## Goal of the exercise:
Below are the records; restate word for word the lines from the first through the one containing "2px #a8b8b2) drop-shadow(0", and only those.

## Stored items:

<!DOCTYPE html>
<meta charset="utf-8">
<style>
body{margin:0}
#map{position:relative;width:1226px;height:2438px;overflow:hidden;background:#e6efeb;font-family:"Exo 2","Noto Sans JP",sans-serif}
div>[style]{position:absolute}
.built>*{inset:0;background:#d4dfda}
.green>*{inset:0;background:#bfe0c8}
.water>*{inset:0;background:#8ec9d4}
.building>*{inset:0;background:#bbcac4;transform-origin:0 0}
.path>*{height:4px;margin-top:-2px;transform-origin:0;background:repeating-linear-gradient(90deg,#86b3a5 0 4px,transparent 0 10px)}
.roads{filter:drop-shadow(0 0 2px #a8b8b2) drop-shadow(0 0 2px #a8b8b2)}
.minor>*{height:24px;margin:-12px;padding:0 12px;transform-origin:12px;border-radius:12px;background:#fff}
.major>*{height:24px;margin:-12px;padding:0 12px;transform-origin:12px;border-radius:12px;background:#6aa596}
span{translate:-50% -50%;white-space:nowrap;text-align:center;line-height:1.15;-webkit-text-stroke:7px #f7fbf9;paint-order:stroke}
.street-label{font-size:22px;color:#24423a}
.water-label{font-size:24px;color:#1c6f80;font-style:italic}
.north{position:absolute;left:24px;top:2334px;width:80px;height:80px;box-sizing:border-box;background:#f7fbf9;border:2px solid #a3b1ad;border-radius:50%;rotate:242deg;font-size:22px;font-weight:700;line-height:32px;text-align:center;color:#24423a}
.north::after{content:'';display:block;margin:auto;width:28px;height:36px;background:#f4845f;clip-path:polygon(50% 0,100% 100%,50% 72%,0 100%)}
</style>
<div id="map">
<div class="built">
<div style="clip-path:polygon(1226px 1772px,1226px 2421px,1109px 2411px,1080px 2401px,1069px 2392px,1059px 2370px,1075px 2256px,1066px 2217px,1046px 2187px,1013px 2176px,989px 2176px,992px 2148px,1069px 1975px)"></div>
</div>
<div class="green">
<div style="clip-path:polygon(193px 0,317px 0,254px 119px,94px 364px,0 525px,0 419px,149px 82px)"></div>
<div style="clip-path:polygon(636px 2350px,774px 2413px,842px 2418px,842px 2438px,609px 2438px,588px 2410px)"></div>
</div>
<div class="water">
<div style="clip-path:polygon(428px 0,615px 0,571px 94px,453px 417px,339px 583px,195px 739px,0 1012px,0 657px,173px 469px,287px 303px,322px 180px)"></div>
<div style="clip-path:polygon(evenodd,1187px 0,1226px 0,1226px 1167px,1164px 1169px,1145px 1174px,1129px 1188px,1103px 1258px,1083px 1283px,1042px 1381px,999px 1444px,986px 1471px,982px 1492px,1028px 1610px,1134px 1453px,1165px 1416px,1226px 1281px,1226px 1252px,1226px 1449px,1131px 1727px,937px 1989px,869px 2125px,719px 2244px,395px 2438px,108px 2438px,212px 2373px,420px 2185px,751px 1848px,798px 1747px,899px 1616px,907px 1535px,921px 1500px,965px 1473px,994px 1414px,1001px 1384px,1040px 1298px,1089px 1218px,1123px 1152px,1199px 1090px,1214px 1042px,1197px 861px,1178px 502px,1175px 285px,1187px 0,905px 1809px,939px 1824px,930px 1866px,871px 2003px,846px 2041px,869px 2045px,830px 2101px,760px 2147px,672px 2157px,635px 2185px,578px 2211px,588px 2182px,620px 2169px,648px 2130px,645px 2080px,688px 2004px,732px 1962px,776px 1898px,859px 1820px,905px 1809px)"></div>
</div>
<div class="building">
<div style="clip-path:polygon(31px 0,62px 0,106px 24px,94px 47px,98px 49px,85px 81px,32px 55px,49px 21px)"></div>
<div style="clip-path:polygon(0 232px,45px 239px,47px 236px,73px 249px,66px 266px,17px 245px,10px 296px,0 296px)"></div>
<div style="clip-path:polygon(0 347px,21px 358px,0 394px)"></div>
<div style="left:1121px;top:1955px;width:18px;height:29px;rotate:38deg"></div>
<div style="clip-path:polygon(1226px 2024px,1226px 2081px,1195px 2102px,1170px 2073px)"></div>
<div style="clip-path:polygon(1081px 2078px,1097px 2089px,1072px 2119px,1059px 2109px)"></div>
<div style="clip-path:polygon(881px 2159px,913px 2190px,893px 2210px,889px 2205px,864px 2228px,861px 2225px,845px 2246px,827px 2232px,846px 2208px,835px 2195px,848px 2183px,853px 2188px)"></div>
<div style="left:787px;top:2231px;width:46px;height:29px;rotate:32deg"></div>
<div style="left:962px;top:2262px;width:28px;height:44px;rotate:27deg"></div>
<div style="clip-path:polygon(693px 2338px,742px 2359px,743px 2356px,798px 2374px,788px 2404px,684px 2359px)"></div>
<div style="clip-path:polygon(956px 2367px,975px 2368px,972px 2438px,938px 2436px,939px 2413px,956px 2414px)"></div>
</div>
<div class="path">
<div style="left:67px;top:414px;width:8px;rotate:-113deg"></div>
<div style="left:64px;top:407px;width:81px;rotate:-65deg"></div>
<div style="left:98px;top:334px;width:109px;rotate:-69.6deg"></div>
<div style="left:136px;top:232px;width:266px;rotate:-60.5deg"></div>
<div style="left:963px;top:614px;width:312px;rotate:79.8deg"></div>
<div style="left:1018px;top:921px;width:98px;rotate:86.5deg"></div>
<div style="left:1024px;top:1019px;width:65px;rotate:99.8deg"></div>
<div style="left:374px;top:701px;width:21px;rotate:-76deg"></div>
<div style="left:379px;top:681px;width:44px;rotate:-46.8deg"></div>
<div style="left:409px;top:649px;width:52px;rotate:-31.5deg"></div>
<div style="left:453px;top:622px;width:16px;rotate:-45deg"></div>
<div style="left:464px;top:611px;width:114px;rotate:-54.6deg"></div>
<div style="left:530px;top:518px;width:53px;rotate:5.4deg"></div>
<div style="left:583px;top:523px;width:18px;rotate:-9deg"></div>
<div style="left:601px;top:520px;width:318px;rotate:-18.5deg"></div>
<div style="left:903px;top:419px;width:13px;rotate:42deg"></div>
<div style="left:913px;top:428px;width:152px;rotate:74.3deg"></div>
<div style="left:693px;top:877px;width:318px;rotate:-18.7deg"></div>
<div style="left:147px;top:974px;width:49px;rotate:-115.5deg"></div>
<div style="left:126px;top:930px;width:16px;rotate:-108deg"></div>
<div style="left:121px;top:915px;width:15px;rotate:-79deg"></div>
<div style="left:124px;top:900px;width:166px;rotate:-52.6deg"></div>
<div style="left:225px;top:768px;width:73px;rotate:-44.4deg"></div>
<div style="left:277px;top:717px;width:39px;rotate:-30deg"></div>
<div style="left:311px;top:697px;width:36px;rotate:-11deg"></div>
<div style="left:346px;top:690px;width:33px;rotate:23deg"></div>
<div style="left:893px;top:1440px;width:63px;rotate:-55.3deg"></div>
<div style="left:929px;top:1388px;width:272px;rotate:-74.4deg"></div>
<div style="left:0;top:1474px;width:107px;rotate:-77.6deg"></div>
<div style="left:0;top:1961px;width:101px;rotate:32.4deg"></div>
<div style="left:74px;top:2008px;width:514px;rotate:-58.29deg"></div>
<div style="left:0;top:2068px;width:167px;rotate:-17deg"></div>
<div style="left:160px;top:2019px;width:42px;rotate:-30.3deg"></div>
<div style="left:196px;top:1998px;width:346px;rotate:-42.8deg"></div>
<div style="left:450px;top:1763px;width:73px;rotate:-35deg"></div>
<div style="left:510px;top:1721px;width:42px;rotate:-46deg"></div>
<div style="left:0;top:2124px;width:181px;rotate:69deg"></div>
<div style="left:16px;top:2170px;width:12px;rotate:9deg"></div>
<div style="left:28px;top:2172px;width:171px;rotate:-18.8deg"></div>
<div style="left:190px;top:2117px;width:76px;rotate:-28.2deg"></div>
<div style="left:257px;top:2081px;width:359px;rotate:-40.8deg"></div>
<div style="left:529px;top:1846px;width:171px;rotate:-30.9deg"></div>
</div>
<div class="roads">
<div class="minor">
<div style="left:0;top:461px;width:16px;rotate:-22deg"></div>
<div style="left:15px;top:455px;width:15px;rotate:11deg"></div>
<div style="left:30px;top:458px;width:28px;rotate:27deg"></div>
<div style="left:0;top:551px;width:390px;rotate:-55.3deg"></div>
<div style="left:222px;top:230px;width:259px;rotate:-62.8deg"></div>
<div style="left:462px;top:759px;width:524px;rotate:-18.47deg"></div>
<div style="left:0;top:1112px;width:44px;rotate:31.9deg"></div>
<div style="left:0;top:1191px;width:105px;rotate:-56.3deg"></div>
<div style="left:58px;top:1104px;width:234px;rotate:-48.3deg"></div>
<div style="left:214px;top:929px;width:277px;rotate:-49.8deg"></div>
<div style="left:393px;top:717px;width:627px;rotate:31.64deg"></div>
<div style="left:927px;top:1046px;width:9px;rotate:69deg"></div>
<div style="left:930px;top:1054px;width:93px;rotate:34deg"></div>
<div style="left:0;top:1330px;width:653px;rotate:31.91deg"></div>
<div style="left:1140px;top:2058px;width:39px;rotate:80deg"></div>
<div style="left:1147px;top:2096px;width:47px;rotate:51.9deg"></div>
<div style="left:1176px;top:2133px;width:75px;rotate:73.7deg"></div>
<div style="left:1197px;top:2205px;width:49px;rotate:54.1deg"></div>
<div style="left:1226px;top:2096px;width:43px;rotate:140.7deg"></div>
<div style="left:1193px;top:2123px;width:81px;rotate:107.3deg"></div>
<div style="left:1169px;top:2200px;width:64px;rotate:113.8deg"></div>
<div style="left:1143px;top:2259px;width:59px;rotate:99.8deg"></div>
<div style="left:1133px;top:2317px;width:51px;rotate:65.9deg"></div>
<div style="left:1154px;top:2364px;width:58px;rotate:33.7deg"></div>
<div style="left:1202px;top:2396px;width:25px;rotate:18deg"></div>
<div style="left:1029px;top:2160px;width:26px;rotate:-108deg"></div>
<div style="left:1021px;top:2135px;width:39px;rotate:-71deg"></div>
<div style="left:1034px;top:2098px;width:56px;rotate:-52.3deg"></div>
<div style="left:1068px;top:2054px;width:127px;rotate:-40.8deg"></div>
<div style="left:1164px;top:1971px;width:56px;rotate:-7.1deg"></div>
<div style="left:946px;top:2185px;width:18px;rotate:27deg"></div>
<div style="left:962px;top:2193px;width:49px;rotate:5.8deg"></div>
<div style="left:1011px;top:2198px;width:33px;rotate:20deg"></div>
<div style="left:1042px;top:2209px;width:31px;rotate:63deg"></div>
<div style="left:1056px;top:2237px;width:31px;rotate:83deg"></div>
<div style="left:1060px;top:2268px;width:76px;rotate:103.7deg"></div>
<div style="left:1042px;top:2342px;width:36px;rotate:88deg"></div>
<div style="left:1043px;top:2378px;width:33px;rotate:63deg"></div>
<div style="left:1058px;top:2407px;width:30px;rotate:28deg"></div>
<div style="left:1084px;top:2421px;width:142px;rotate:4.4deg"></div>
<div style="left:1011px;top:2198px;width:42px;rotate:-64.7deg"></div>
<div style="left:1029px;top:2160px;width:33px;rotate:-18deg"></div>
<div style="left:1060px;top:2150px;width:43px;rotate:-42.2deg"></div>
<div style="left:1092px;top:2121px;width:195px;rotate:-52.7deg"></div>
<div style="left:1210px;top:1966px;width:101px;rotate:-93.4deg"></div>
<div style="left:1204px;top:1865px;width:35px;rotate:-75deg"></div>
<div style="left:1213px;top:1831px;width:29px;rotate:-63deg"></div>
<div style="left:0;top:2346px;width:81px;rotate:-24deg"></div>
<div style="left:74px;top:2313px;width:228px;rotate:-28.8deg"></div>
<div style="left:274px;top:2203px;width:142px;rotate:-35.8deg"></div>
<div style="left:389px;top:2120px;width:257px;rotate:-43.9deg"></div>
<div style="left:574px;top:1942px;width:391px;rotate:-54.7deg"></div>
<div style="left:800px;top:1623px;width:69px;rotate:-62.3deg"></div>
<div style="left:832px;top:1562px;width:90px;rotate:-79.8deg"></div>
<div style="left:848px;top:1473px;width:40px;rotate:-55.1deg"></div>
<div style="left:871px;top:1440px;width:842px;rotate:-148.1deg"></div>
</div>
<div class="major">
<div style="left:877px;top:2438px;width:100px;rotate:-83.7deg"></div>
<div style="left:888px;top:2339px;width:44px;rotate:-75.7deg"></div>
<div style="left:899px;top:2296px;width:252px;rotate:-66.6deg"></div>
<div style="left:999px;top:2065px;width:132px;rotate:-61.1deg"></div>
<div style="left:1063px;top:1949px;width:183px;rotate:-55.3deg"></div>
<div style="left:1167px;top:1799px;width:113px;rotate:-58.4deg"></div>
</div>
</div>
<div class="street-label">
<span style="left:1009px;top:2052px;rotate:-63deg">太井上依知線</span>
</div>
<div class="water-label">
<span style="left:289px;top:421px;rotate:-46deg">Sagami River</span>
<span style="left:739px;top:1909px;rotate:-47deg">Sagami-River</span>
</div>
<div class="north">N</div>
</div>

## Solution for this problem:
<!DOCTYPE html>
<meta charset="utf-8">
<style>
body{margin:0}
#map{position:relative;width:1226px;height:2438px;overflow:hidden;background:#e6efeb;font-family:"Exo 2","Noto Sans JP",sans-serif}
div>[style]{position:absolute}
.built>*{inset:0;background:#d4dfda}
.green>*{inset:0;background:#bfe0c8}
.water>*{inset:0;background:#8ec9d4}
.building>*{inset:0;background:#bbcac4;transform-origin:0 0}
.path>*{height:4px;margin-top:-2px;transform-origin:0;background:repeating-linear-gradient(90deg,#86b3a5 0 4px,transparent 0 10px)}
.roads{filter:drop-shadow(0 0 2px #a8b8b2) drop-shadow(0 0 2px #a8b8b2)}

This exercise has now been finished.